WHAT THE TASK REQUIRES >> What you return must be the lines of the data that hold the word "Utah".

───── DATA FOR REVIEW

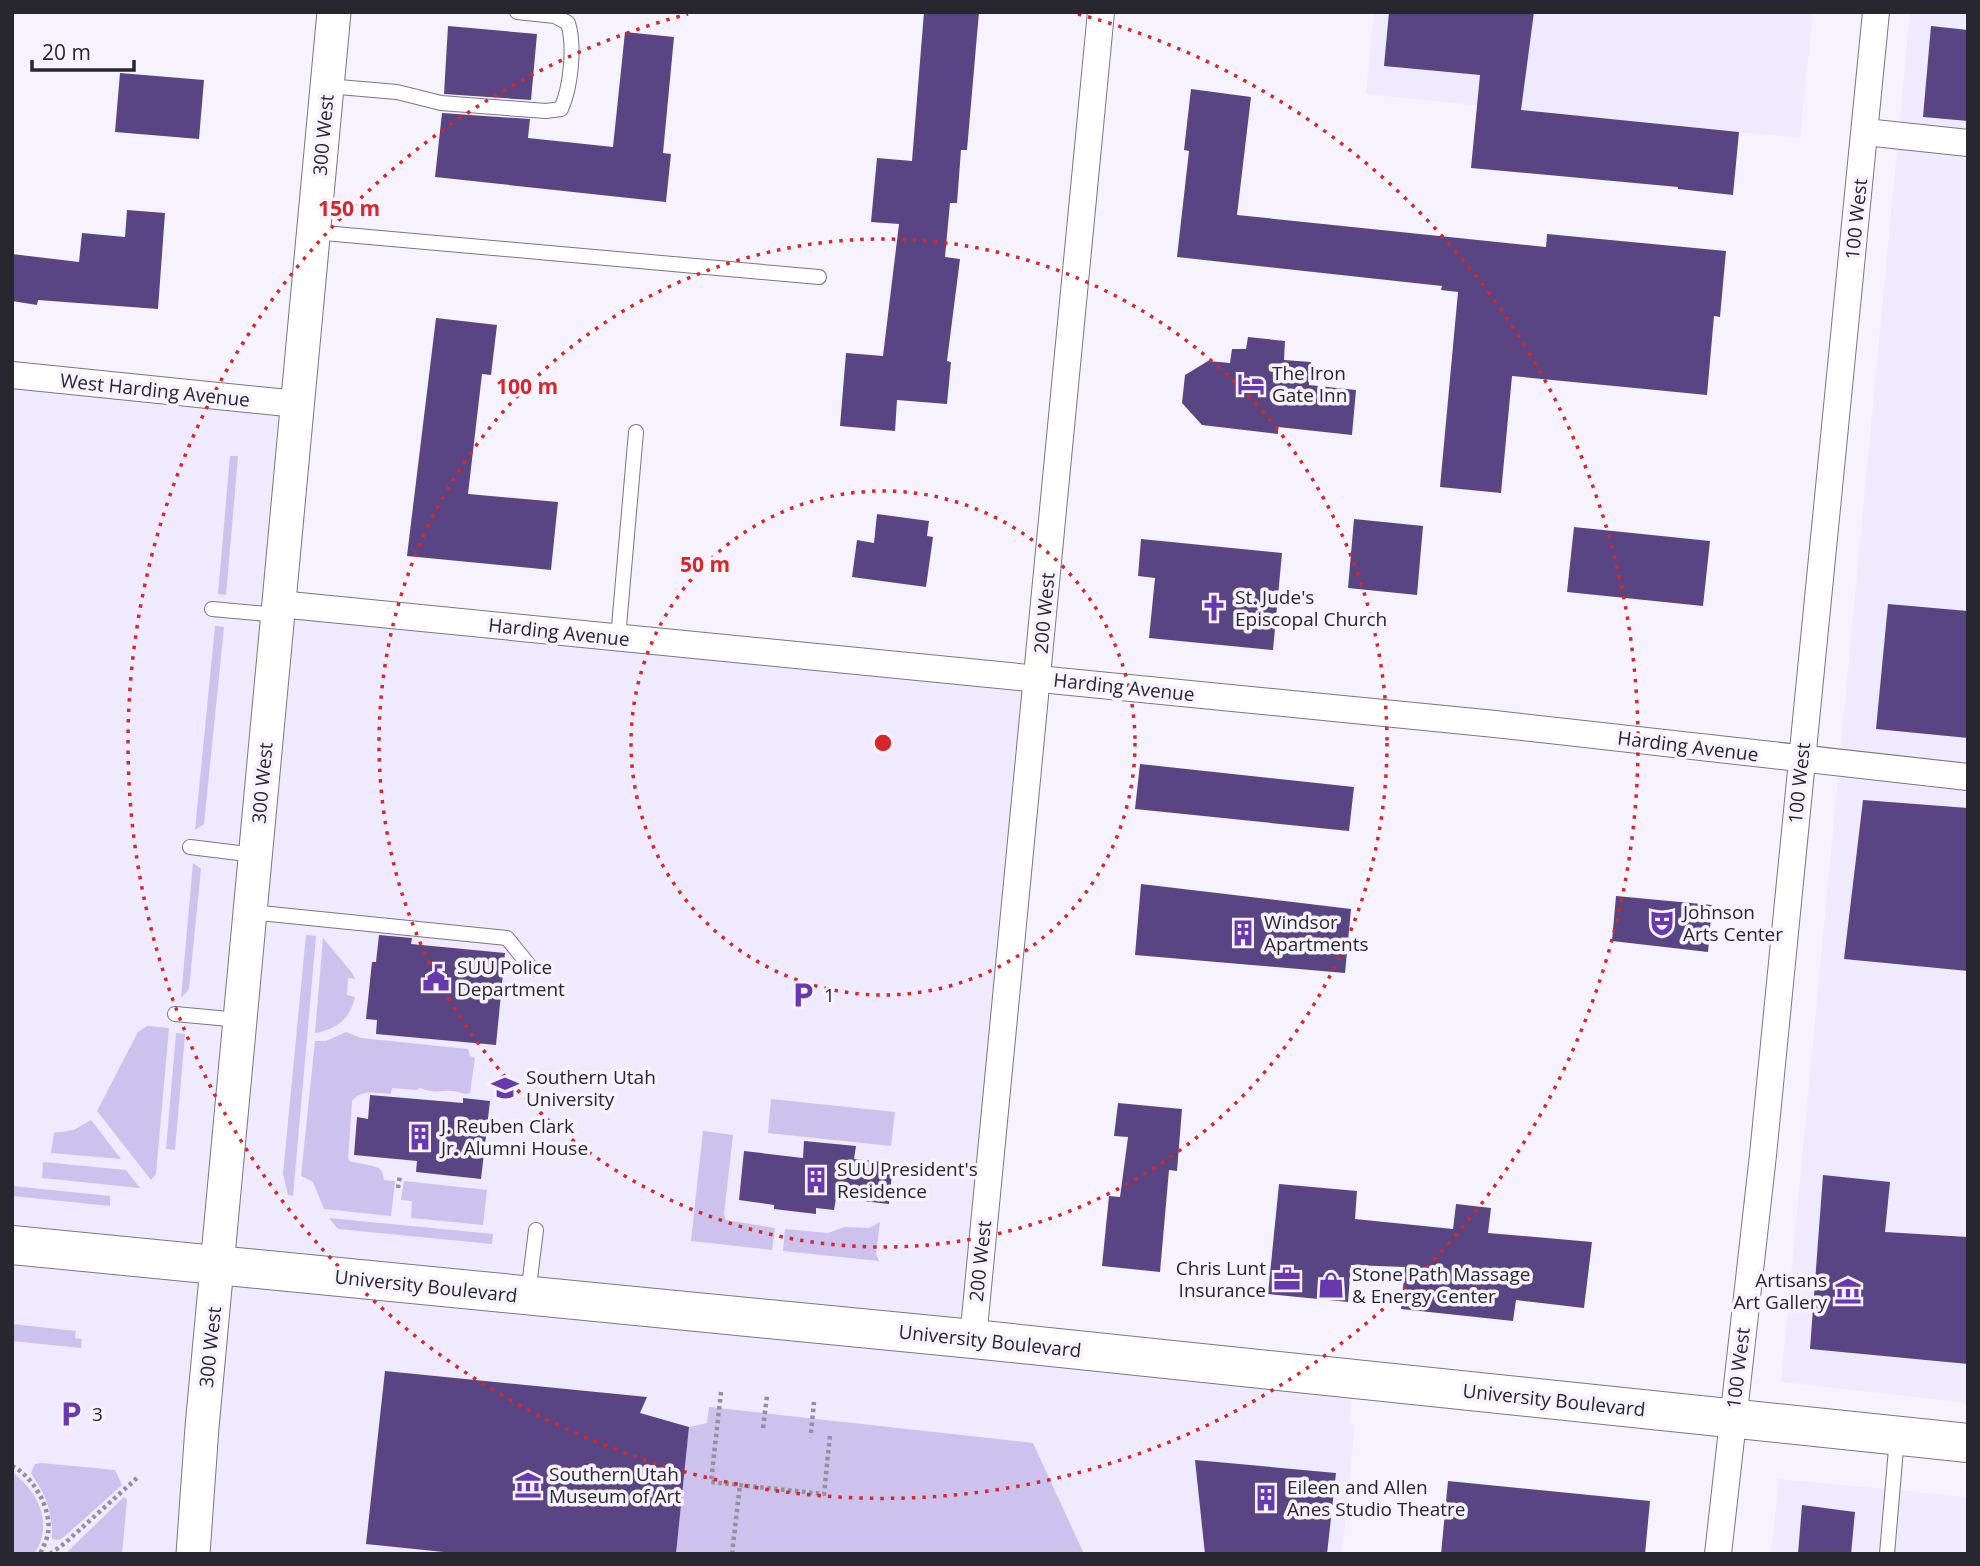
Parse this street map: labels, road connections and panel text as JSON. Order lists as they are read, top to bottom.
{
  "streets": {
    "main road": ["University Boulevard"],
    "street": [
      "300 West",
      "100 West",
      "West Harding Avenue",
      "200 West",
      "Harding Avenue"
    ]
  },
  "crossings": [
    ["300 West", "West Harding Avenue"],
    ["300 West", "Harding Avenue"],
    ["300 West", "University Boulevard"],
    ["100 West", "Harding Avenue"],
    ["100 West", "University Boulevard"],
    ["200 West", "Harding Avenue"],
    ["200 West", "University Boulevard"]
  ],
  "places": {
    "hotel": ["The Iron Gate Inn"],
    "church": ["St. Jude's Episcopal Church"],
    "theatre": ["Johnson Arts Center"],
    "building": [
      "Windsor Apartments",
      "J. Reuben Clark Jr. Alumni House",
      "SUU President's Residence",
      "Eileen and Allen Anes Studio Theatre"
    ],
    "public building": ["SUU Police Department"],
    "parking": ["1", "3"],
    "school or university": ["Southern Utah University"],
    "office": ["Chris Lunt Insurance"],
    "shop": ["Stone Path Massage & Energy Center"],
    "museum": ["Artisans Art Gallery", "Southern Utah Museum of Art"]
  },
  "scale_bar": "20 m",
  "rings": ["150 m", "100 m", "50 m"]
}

──────────

SOLUTION TO THIS TASK >>
    "school or university": ["Southern Utah University"],
    "museum": ["Artisans Art Gallery", "Southern Utah Museum of Art"]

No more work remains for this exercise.